January 3, 2016

Coming soon to a battlefield near you, Saudi Arabia vs. Iran.

Saudi Arabia recently executed a high profile Shiite cleric.  In response, Iranians stormed the Saudi embassy in Tehran. In response to that, Saudi Arabia has cut relations with Iran.  That's what's known in strategic circles as escalating tension.  But could this all actually be about oil?

If Saudi Arabia even suspected that this would cause problems for them, why proceed with the execution?  Why not drag out the proceedings for as long as possible to avoid an escalation?  Maybe Saudi Arabia wanted an escalation of tensions with Iran.

Consider:

  • Oil prices have plummeted over the last year or so, in large part due to Saudi Arabia's refusal to implement production quotas in order to lower supply and artificially bolster the market price.
  • Iranian oil thanks to president Obama's weak-tea deal with Iran, will soon be coming on line and into the marketplace, thus creating an even greater production glut, and putting further downward pressure on the commodity's price.  That's not good for any oil producing nation, including Saudi Arabia.
  • Iran poses a growing threat to Saudi Arabia as the regional power player
If I'm the Saudi King, I'm looking for ways to weaken Iran.  Clearly holding no clout with Obama on the Iran deal I have to think of another way to manage Iran.  Escalating tensions is a way to do that.  Iran may be weaker now than they will be in five years because as the oil money flows into Iran, rebuilding an effective fighting force becomes possible.  So for Saudi Arabia time is also of the essence.

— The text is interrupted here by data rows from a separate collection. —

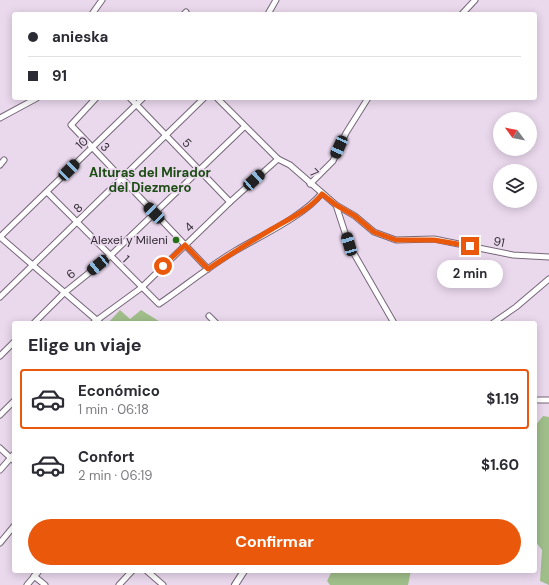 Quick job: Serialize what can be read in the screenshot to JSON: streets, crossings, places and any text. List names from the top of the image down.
{
  "streets": {
    "street": [
      "10",
      "5",
      "3",
      "7",
      "8",
      "4",
      "91",
      "1",
      "6"
    ]
  },
  "crossings": [
    ["10", "5"],
    ["10", "3"],
    ["10", "1"],
    ["5", "8"],
    ["5", "4"],
    ["5", "6"],
    ["3", "8"],
    ["3", "4"],
    ["3", "1"],
    ["3", "6"],
    ["7", "4"],
    ["7", "91"],
    ["7", "6"],
    ["8", "1"],
    ["4", "1"],
    ["1", "6"]
  ],
  "districts": ["Alturas del Mirador del Diezmero"],
  "places": ["Alexei y Mileni"],
  "north": "top left",
  "page": {
    "banner": ["anieska", "91"],
    "bubble": "2 min",
    "heading": "Elige un viaje",
    "list": [
      {
        "name": "Económico",
        "note": "1 min · 06:18",
        "value": "$1.19"
      },
      {
        "name": "Confort",
        "note": "2 min · 06:19",
        "value": "$1.60"
      }
    ],
    "buttons": "Confirmar"
  }
}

Given those factors, forcing an all out shooting war with Iran allows Saudi Arabia a couple of advantages.
  • They may be able to take the opportunity to take out Iran's oil production capabilities before they come on line.
  • They may be able to force America's hand into participating in a war in defense of a nominal regional ally.
  • They may garner Israeli support and action against Iran as well, since they can be seen as a common enemy.
  • With Russia focused on Syria, and Crimea, risk of Russian involvement is decreased.
  • With Iraq in turmoil due to ISIS activities, and the nation the middle ground between Iran and Saudi Arabia, it provides an opportunity to take action against ISIS (again, potentially forcing America's hand).
  • Would a war inflate oil prices? Undoubtedly.  The only questions are: by how much and for how long, and will it benefit Saudi Arabia in the short and/or long run?
Was that execution in Saudi Arabia done deliberately to provoke a hot war with Iran?  There's a good case for YES. And if indeed that's the thinking, it may be inevitable.